The purpose of this document is to share some lessons learned about deploying and operating a Rook/Ceph cluster in a production environment. Our team noticed that while there is solid documentation written by the Rook and Ceph teams there isn't much open information about running this sort of setup in a production environment. Hopefully, this helps and if you have lessons to share please contribute to this document.
Our team is currently running a cluster with Petabytes of storage and constant streaming data into the cluster at several Gigabytes per second. We have several workloads running on the cluster orchestrated by Kubernetes and Rook/Ceph has been able to accommodate the varying performance characteristics required by these different workloads.
You'll want to bookmark the following:
We've noticed that in order to have a more stable production cluster you want to be explicit about several items prior to deployment. This way when you need to upgrade nodes and reboot them from time to time you don't run into multiple pieces of infrastructure on a single node or other undesirable side effects. You can also set podAntiAffinity to achieve this as well as the newer allowMultiplePerNode configuration item.

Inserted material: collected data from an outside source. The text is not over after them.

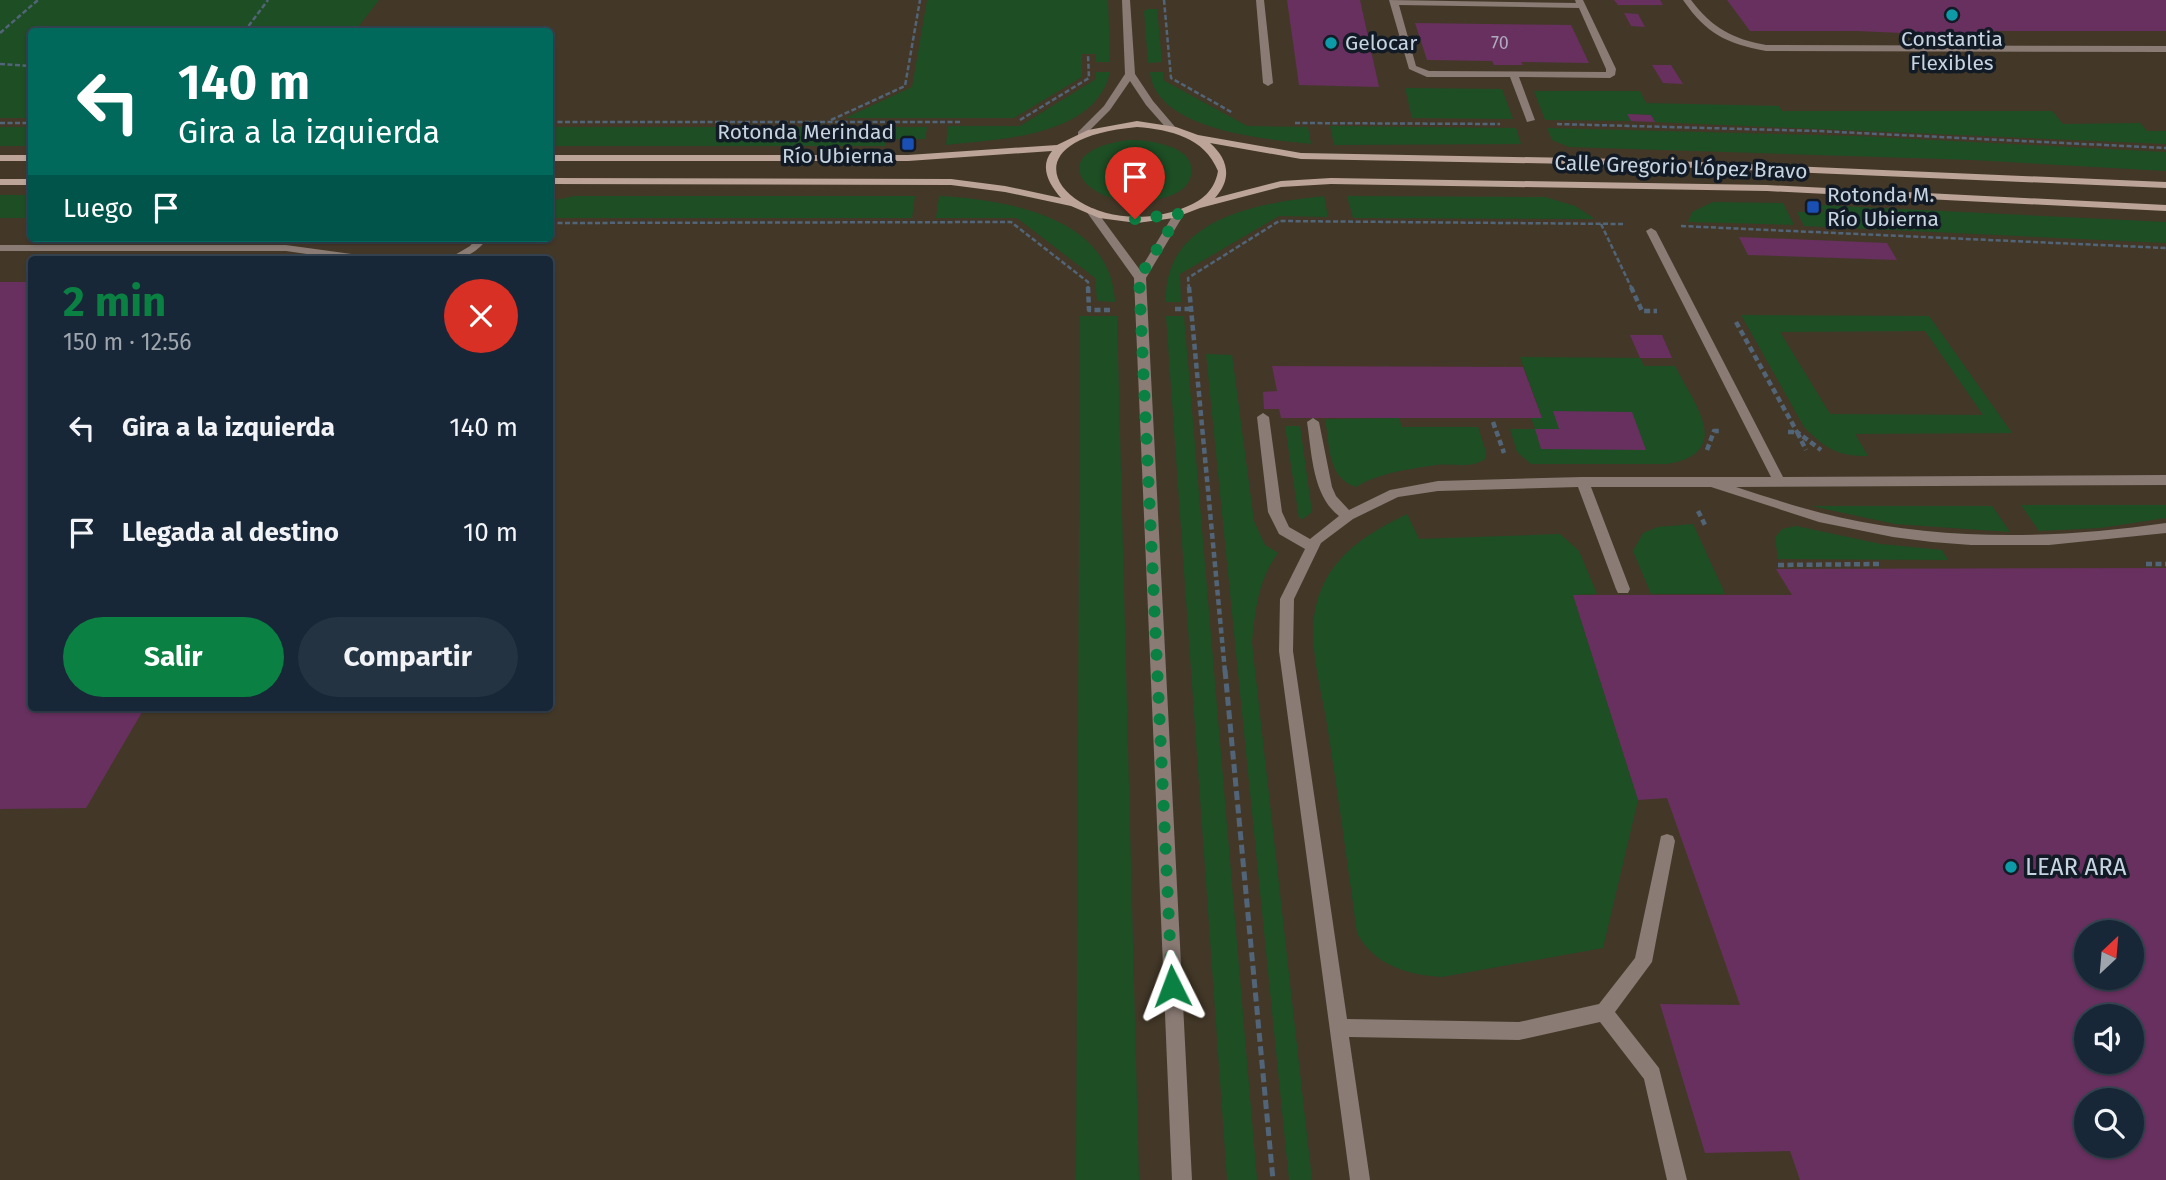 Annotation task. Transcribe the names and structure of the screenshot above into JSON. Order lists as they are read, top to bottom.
{
  "streets": {
    "main road": ["Calle Gregorio López Bravo"]
  },
  "places": {
    "other": ["Constantia Flexibles", "Gelocar", "LEAR ARA"],
    "transit": ["Rotonda Merindad Río Ubierna", "Rotonda M. Río Ubierna"]
  },
  "house_numbers": ["70"],
  "north": "top right",
  "page": {
    "turn": ["140 m", "Gira a la izquierda"],
    "then": "Luego",
    "heading": ["2 min", "150 m · 12:56"],
    "list": [
      {
        "name": "Gira a la izquierda",
        "value": "140 m"
      },
      {
        "name": "Llegada al destino",
        "value": "10 m"
      }
    ],
    "buttons": ["Salir", "Compartir"]
  }
}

- Label nodes for various pieces of Ceph infrastructure (mon,mgr,etc.)
cluster.yaml
mon:
count: 3
allowMultiplePerNode: false
placement:
mon:
nodeAffinity:
requiredDuringSchedulingIgnoredDuringExecution:
nodeSelectorTerms:
- matchExpressions:
- key: role
operator: In
values:
- mon-node
* Label a node that corresponds to the label you've specified in cluster.yaml
kubectl label node node1 role=mon-node
* View the labels
kubectl get nodes --show-labels
- Set hostNetwork: true. You really don't want to OSDs drop out anytime a flannel pod restarts or if you need to upgrade your network overlay.
cluster.yaml
network:
# toggle to use hostNetwork
hostNetwork: true
- Set your drive topology to account for separate metadata and data devices. You'll get an awful lot more performance from your hardware if you split that apart. In our case we have two devices: /dev/sdb for metadata and a larger drive, /dev/sdc for data. The drive /dev/sdb is a 3 disk raid5 cluster and /dev/sdc is a 21 disk raid6 cluster (each physical drive for both raid clusters is a 1.7 TB SAS drive, raids are hw raids using a single perc 730p mini controller card) . If your build supports it the recommendation is to have a SSD for the metadata/journal partition.
cluster.yaml
storage: # cluster level storage configuration and selection
useAllNodes: true
useAllDevices: false
deviceFilter: "^sd[b-c]"
metadataDevice: "sdb"
- Automate tear-down and cleanup. You'll more than likely be building/rebuilding the cluster quite a few times as you try out different settings for your workload. We use ansible quite a bit for this but there are lots of ways to go about doing this. The two items we do on rebuild are: remove all previous state information from /var/lib/rook (dataDirHostPath) and clean the drives of any previous partitions using parted to clean out any partion tables UUID's or the like that Rook/Ceph might stumble on and think there is data they need to protect. Obviously, you'll want to alter this for your drive topology.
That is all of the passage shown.